• [INPUT]
☆ ☆ ☆ ☆
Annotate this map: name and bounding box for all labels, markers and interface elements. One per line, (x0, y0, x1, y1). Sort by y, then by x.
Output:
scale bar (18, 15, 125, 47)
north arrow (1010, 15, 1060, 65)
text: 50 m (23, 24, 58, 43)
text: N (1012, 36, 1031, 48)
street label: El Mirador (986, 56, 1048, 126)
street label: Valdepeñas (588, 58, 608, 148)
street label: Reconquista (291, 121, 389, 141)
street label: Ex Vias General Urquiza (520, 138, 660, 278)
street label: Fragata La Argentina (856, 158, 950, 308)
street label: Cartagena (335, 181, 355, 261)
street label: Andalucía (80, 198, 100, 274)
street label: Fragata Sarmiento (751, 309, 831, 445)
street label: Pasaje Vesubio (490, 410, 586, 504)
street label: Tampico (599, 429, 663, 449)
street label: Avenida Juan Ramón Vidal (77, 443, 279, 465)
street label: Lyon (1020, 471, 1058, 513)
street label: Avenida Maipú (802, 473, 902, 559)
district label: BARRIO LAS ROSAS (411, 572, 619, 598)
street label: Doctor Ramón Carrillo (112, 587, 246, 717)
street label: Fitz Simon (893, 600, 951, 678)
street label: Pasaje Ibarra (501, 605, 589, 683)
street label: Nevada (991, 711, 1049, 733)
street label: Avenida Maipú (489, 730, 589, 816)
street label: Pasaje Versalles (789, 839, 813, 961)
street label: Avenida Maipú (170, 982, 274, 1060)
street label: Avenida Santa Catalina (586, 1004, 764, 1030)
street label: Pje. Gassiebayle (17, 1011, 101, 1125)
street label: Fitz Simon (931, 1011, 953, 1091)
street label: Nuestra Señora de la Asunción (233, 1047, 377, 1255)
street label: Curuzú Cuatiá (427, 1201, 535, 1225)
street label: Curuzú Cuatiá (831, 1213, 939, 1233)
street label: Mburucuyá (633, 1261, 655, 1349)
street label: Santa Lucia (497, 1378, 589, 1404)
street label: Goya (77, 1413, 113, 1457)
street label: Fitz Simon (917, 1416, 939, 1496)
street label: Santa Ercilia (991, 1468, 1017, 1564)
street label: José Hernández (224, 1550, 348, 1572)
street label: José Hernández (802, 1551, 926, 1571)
☆ ☆ ☆ ☆
• [ACTIVITY]
Every record must appear in the answer exactly as it does above.

• [SOLUTION TO THE EXERCISE]
Annotate this map: name and bounding box for all labels, markers and interface elements. One per line, (x0, y0, x1, y1). Sort by y, then by x.
Output:
scale bar (18, 15, 125, 47)
north arrow (1010, 15, 1060, 65)
text: 50 m (23, 24, 58, 43)
text: N (1012, 36, 1031, 48)
street label: El Mirador (986, 56, 1048, 126)
street label: Valdepeñas (588, 58, 608, 148)
street label: Reconquista (291, 121, 389, 141)
street label: Ex Vias General Urquiza (520, 138, 660, 278)
street label: Fragata La Argentina (856, 158, 950, 308)
street label: Cartagena (335, 181, 355, 261)
street label: Andalucía (80, 198, 100, 274)
street label: Fragata Sarmiento (751, 309, 831, 445)
street label: Pasaje Vesubio (490, 410, 586, 504)
street label: Tampico (599, 429, 663, 449)
street label: Avenida Juan Ramón Vidal (77, 443, 279, 465)
street label: Lyon (1020, 471, 1058, 513)
street label: Avenida Maipú (802, 473, 902, 559)
district label: BARRIO LAS ROSAS (411, 572, 619, 598)
street label: Doctor Ramón Carrillo (112, 587, 246, 717)
street label: Fitz Simon (893, 600, 951, 678)
street label: Pasaje Ibarra (501, 605, 589, 683)
street label: Nevada (991, 711, 1049, 733)
street label: Avenida Maipú (489, 730, 589, 816)
street label: Pasaje Versalles (789, 839, 813, 961)
street label: Avenida Maipú (170, 982, 274, 1060)
street label: Avenida Santa Catalina (586, 1004, 764, 1030)
street label: Pje. Gassiebayle (17, 1011, 101, 1125)
street label: Fitz Simon (931, 1011, 953, 1091)
street label: Nuestra Señora de la Asunción (233, 1047, 377, 1255)
street label: Curuzú Cuatiá (427, 1201, 535, 1225)
street label: Curuzú Cuatiá (831, 1213, 939, 1233)
street label: Mburucuyá (633, 1261, 655, 1349)
street label: Santa Lucia (497, 1378, 589, 1404)
street label: Goya (77, 1413, 113, 1457)
street label: Fitz Simon (917, 1416, 939, 1496)
street label: Santa Ercilia (991, 1468, 1017, 1564)
street label: José Hernández (224, 1550, 348, 1572)
street label: José Hernández (802, 1551, 926, 1571)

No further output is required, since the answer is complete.